To-day she and the old General were talking in the drawing-room of the General’s house.
“Of course, if you prefer it and wish it, my dear.”
“I do!” said Joan. “I see no reason why Lady Linden should be in any way interested in me and my affairs. I prefer that you should tell her nothing at all. I was very fond of Marjorie, she is a dear little thing, and Lady Linden was very kind to me once, that is why I wrote to her. But now I would sooner forget it all. I shall go down to Starden and live.”
“I have no one, so I must be alone! Mr. Rankin says that all the business formalities will be completed this week, and there will be nothing to keep me. Mrs. Norton, the housekeeper at Starden, says the house is all ready, so I thought of going down at the beginning of next week!”
“Alone?” the old man repeated.
“Since I am alone, I must go alone.”
“My dear, I am an old fellow, and likely to be in the way, but if—my society—would—”
Joan smiled, and the smile transfigured her. It brought tenderness and sweetness to the young face that adversity had somewhat hardened.
“No, I won’t be selfish, dear,” she said gently. “You would hate it; you are at home here, and you have all you want. There you would be unhappy and uncomfortable; but I do thank you very, very gratefully.”
“But you can’t go alone, child. Why bless me, there’s my niece Helen Everard. She’s a widow, her husband’s people live close to Starden at Buddesby. If only for a time, let me arrange with her to go with you.”
“If you like,” she said.
“I’ll write to her at once,” the General said, and Joan nodded, little dreaming what the sending of that letter might mean to her.
THE BEGINNING OF THE TRAIL
For a while the unrighteous may bask in the sunshine of prosperity, but there comes a time of reckoning, more especially in the City of London, and things were at this moment shaping ill for Mr. Philip Slotman.
He stood at the door of the general office and surveyed his clerks. There were five of them; at the end of the week there would be but two, he decided. Next week probably there would be only one.

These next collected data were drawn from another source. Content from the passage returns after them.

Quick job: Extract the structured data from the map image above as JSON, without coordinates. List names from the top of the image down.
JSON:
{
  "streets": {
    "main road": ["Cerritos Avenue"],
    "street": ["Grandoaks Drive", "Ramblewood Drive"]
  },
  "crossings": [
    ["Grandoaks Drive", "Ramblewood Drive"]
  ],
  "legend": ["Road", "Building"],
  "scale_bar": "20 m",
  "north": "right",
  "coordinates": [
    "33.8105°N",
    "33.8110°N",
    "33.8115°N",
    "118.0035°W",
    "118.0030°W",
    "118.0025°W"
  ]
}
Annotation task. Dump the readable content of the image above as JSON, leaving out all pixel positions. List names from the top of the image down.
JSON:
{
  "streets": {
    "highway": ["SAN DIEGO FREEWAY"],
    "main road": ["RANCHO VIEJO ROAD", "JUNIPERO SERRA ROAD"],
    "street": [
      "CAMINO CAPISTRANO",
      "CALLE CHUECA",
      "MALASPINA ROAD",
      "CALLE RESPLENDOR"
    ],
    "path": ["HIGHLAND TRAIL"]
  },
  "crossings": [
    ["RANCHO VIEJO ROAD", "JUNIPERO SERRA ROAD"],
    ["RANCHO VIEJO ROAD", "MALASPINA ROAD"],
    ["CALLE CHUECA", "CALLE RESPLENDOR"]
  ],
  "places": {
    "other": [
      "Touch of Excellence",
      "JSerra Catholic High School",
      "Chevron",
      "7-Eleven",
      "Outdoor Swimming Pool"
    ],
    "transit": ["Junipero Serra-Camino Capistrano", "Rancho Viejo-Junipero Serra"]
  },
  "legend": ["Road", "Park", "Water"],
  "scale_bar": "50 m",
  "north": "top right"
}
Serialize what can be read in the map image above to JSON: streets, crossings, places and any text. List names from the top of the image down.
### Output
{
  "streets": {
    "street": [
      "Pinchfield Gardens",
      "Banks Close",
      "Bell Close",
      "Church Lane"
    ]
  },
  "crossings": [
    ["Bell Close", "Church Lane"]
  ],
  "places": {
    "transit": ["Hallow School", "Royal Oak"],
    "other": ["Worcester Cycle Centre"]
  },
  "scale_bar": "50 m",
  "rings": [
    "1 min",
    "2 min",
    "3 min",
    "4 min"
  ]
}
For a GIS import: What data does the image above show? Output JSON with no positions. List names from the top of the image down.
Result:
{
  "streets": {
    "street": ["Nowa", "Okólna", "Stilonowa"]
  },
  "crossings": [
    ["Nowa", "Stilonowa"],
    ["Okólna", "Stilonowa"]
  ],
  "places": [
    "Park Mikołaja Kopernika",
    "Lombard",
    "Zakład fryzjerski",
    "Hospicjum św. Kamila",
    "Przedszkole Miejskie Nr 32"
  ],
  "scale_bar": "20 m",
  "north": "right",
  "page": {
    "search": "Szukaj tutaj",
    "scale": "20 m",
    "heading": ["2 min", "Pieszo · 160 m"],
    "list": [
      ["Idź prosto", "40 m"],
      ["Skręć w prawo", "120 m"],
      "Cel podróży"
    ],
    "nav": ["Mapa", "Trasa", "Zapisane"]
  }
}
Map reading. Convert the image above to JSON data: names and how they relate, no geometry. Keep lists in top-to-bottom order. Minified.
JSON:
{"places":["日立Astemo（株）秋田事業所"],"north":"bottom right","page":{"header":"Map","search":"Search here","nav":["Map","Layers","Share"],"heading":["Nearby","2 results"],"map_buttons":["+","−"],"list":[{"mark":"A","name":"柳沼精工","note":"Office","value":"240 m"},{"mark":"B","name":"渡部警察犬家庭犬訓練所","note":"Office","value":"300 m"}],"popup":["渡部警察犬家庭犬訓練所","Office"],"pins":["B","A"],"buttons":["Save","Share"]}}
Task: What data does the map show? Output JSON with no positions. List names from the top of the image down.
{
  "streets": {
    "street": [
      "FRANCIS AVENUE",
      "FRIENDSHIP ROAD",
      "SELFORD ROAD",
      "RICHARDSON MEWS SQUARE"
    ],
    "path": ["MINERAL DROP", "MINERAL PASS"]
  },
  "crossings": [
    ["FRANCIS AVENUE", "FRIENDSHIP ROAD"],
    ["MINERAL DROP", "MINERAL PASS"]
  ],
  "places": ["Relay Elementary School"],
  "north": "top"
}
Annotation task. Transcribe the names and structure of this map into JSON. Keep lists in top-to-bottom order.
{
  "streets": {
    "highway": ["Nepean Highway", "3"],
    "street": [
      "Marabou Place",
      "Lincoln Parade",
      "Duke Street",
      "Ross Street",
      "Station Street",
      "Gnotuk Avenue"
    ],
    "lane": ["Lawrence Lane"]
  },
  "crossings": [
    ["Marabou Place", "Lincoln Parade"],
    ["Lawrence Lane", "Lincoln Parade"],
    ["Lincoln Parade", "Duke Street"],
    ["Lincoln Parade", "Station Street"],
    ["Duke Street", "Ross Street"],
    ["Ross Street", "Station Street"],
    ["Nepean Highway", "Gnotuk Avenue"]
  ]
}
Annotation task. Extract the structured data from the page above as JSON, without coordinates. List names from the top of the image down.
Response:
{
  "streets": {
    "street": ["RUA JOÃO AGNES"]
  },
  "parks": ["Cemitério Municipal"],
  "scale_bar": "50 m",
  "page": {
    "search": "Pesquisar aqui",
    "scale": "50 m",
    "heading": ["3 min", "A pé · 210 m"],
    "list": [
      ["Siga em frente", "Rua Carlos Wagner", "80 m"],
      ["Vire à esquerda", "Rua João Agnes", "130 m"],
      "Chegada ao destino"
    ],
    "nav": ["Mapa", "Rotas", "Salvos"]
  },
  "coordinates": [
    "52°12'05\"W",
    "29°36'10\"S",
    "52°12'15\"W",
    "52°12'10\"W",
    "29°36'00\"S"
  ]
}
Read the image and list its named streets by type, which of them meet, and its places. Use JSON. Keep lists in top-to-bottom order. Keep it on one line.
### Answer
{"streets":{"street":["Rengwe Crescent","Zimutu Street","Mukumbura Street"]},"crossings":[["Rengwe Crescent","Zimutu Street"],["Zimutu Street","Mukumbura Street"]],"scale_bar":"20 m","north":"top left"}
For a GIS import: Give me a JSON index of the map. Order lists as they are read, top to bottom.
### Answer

“Hello, Slotman!” It was a business acquaintance, who had dropped in to discuss the financial position.
“Things all right?
“Nothing to complain about,” said Slotman, who did not believe in crying stinking fish. Credit meant everything to him, and it was for that reason he wore very nice clothes and more jewellery than good taste warranted.
In Mr. Slotman’s inner office he and his friend, Mr. James Bloomberg, lighted expensive cigars.
“So the pretty typist has gone, of course?” said Bloomberg.
Slotman started. “You mean—?”
“Miss Meredyth; I’ve heard about her.”